Start of Data excerpts

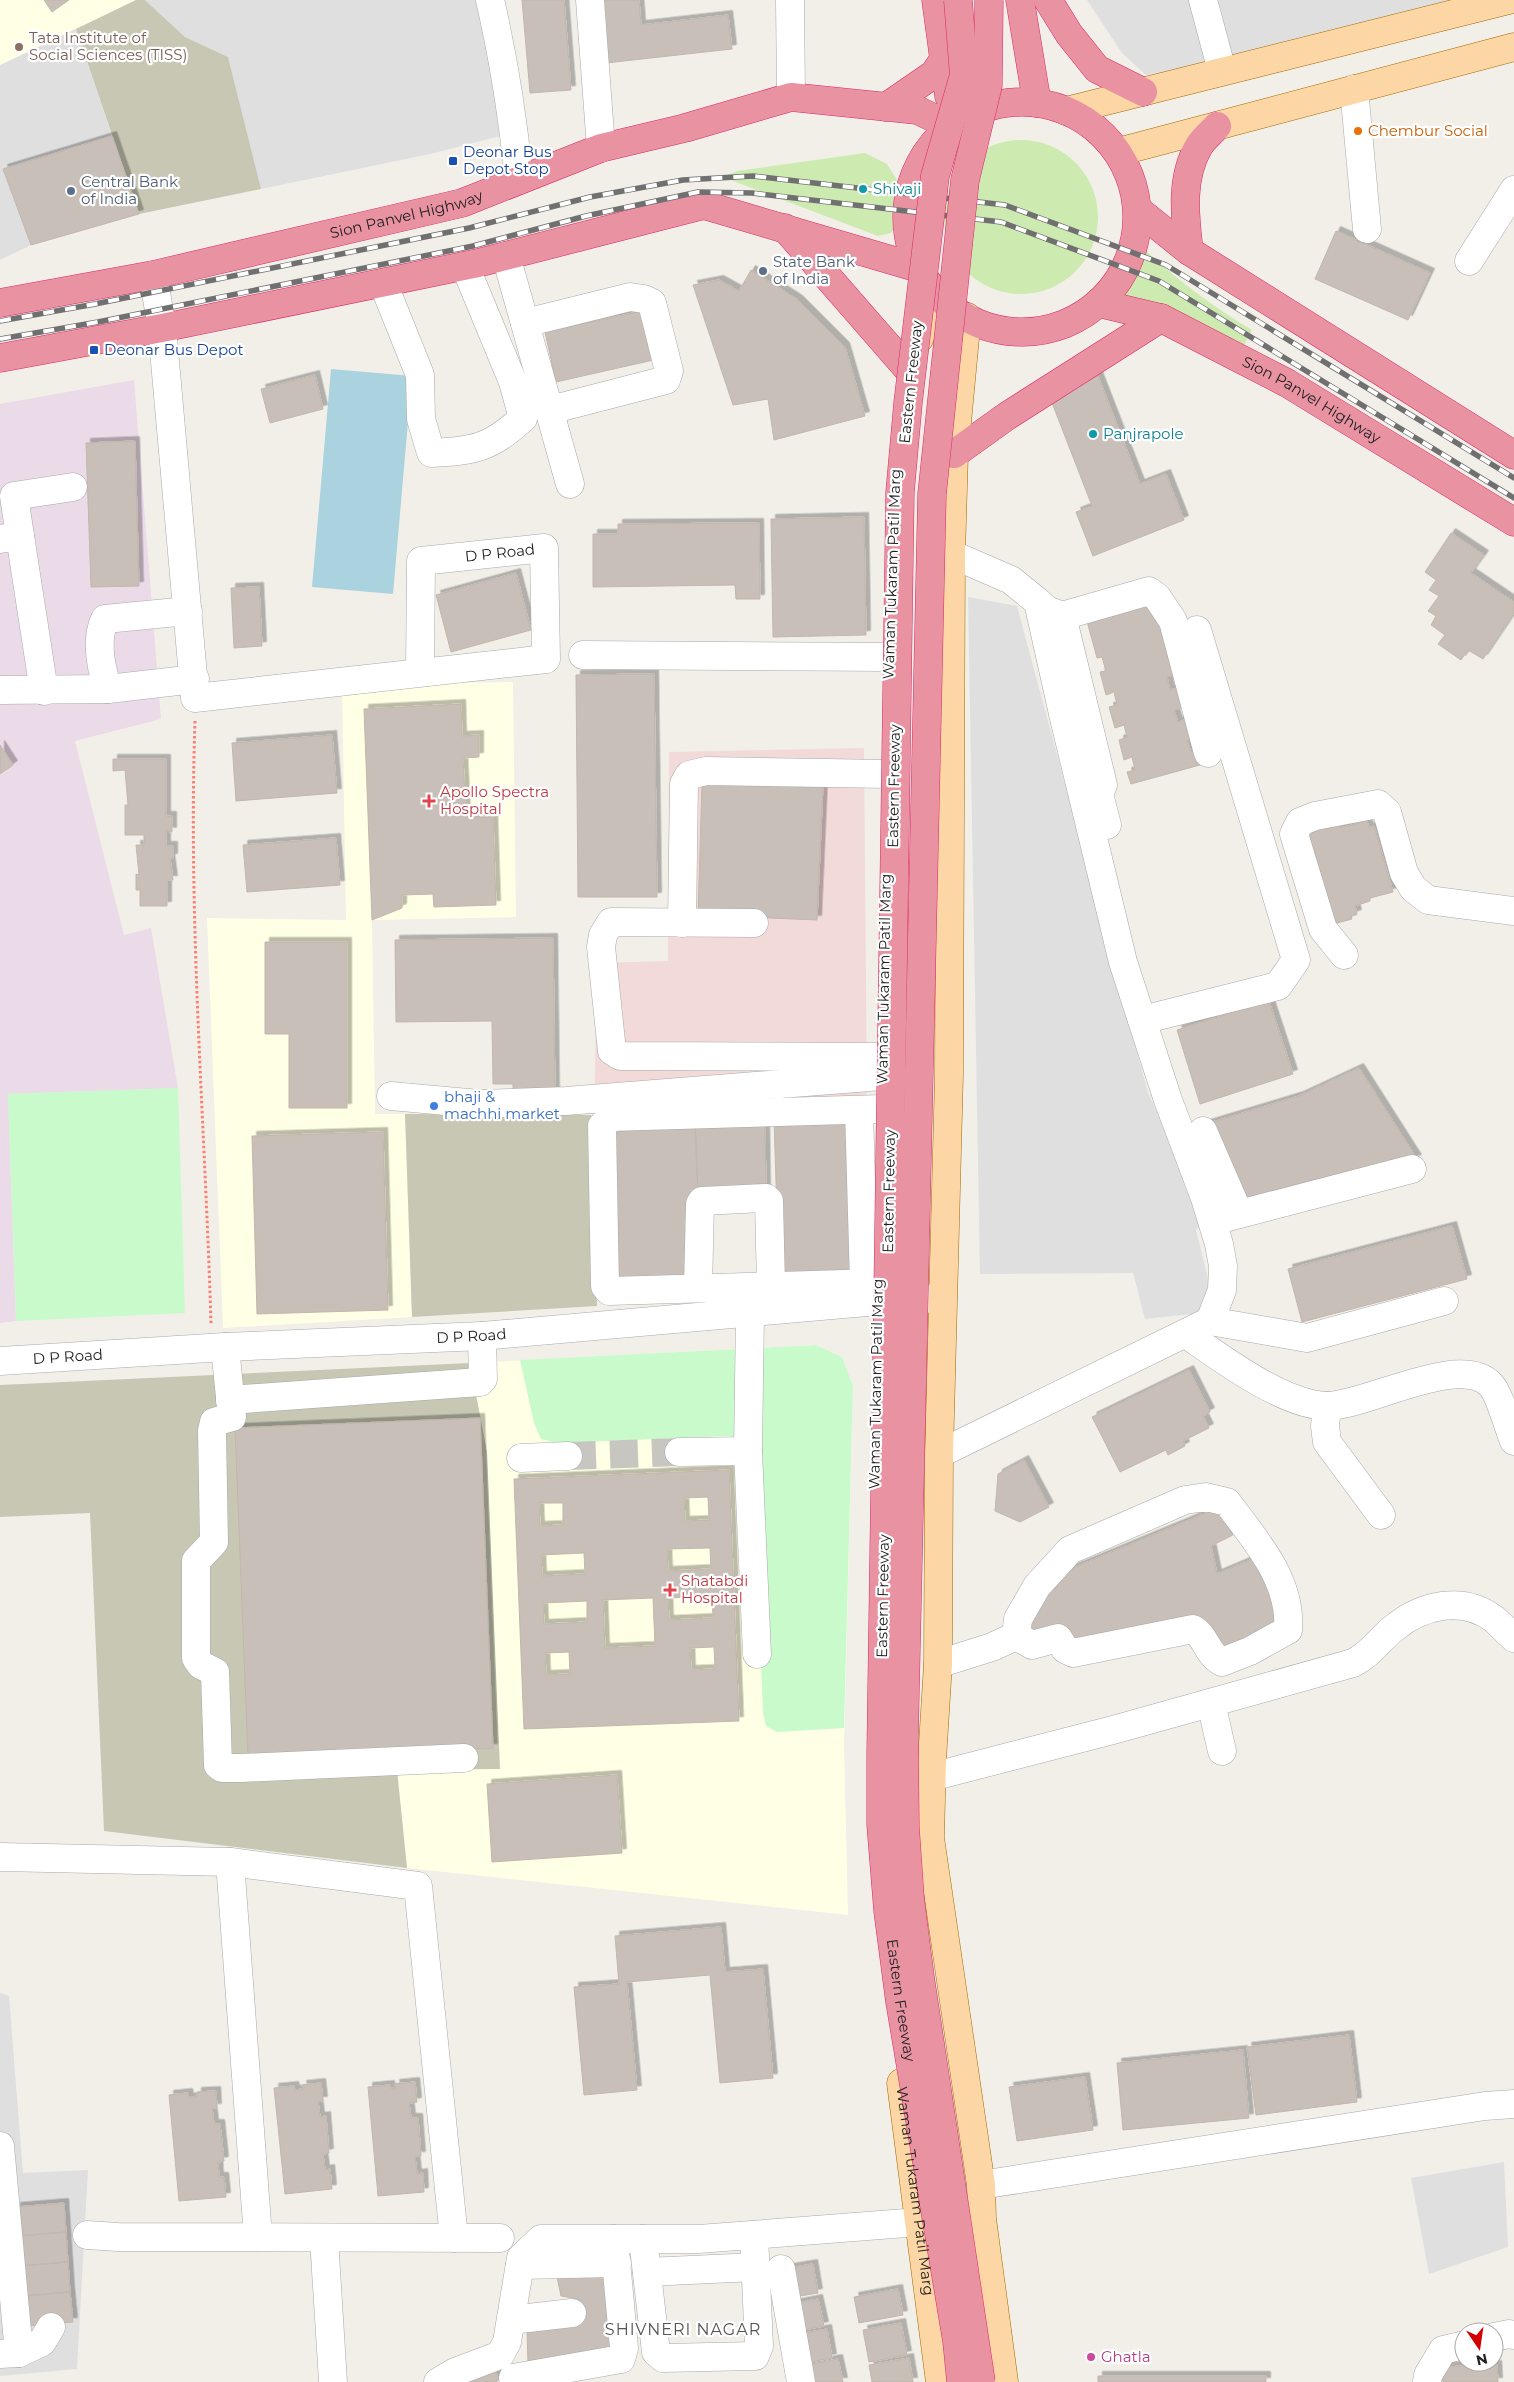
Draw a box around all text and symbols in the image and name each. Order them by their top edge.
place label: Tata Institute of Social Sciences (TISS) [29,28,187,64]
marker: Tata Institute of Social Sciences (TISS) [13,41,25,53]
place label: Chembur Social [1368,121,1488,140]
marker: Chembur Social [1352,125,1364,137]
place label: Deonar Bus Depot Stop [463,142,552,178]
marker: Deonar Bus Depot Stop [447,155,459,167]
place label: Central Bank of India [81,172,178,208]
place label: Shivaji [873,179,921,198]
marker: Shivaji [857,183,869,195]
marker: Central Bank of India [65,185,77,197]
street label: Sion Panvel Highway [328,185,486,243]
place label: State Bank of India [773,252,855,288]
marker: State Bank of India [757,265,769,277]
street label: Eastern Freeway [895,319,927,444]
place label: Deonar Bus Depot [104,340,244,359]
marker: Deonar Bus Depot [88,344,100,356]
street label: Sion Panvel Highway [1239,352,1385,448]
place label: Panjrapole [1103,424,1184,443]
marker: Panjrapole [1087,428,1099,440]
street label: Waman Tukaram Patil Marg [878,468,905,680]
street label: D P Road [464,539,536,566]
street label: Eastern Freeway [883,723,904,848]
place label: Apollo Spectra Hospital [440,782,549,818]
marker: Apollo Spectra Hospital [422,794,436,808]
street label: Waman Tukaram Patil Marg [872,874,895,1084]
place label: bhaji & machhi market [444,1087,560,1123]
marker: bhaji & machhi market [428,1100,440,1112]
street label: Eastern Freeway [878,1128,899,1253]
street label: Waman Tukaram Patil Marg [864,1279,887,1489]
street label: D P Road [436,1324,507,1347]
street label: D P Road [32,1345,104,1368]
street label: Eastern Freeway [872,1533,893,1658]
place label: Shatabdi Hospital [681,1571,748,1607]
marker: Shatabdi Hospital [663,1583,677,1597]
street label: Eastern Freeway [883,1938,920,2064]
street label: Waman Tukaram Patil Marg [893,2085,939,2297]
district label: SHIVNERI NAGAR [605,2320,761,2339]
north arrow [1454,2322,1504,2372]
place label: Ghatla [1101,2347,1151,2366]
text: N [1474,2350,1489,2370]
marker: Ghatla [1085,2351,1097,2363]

End of Data excerpts

(Task): What is needed is every record above, returned exactly, with the pictures omitted.

(Written answer):
Draw a box around all text and symbols in the image and name each. Order them by their top edge.
place label: Tata Institute of Social Sciences (TISS) [29,28,187,64]
marker: Tata Institute of Social Sciences (TISS) [13,41,25,53]
place label: Chembur Social [1368,121,1488,140]
marker: Chembur Social [1352,125,1364,137]
place label: Deonar Bus Depot Stop [463,142,552,178]
marker: Deonar Bus Depot Stop [447,155,459,167]
place label: Central Bank of India [81,172,178,208]
place label: Shivaji [873,179,921,198]
marker: Shivaji [857,183,869,195]
marker: Central Bank of India [65,185,77,197]
street label: Sion Panvel Highway [328,185,486,243]
place label: State Bank of India [773,252,855,288]
marker: State Bank of India [757,265,769,277]
street label: Eastern Freeway [895,319,927,444]
place label: Deonar Bus Depot [104,340,244,359]
marker: Deonar Bus Depot [88,344,100,356]
street label: Sion Panvel Highway [1239,352,1385,448]
place label: Panjrapole [1103,424,1184,443]
marker: Panjrapole [1087,428,1099,440]
street label: Waman Tukaram Patil Marg [878,468,905,680]
street label: D P Road [464,539,536,566]
street label: Eastern Freeway [883,723,904,848]
place label: Apollo Spectra Hospital [440,782,549,818]
marker: Apollo Spectra Hospital [422,794,436,808]
street label: Waman Tukaram Patil Marg [872,874,895,1084]
place label: bhaji & machhi market [444,1087,560,1123]
marker: bhaji & machhi market [428,1100,440,1112]
street label: Eastern Freeway [878,1128,899,1253]
street label: Waman Tukaram Patil Marg [864,1279,887,1489]
street label: D P Road [436,1324,507,1347]
street label: D P Road [32,1345,104,1368]
street label: Eastern Freeway [872,1533,893,1658]
place label: Shatabdi Hospital [681,1571,748,1607]
marker: Shatabdi Hospital [663,1583,677,1597]
street label: Eastern Freeway [883,1938,920,2064]
street label: Waman Tukaram Patil Marg [893,2085,939,2297]
district label: SHIVNERI NAGAR [605,2320,761,2339]
north arrow [1454,2322,1504,2372]
place label: Ghatla [1101,2347,1151,2366]
text: N [1474,2350,1489,2370]
marker: Ghatla [1085,2351,1097,2363]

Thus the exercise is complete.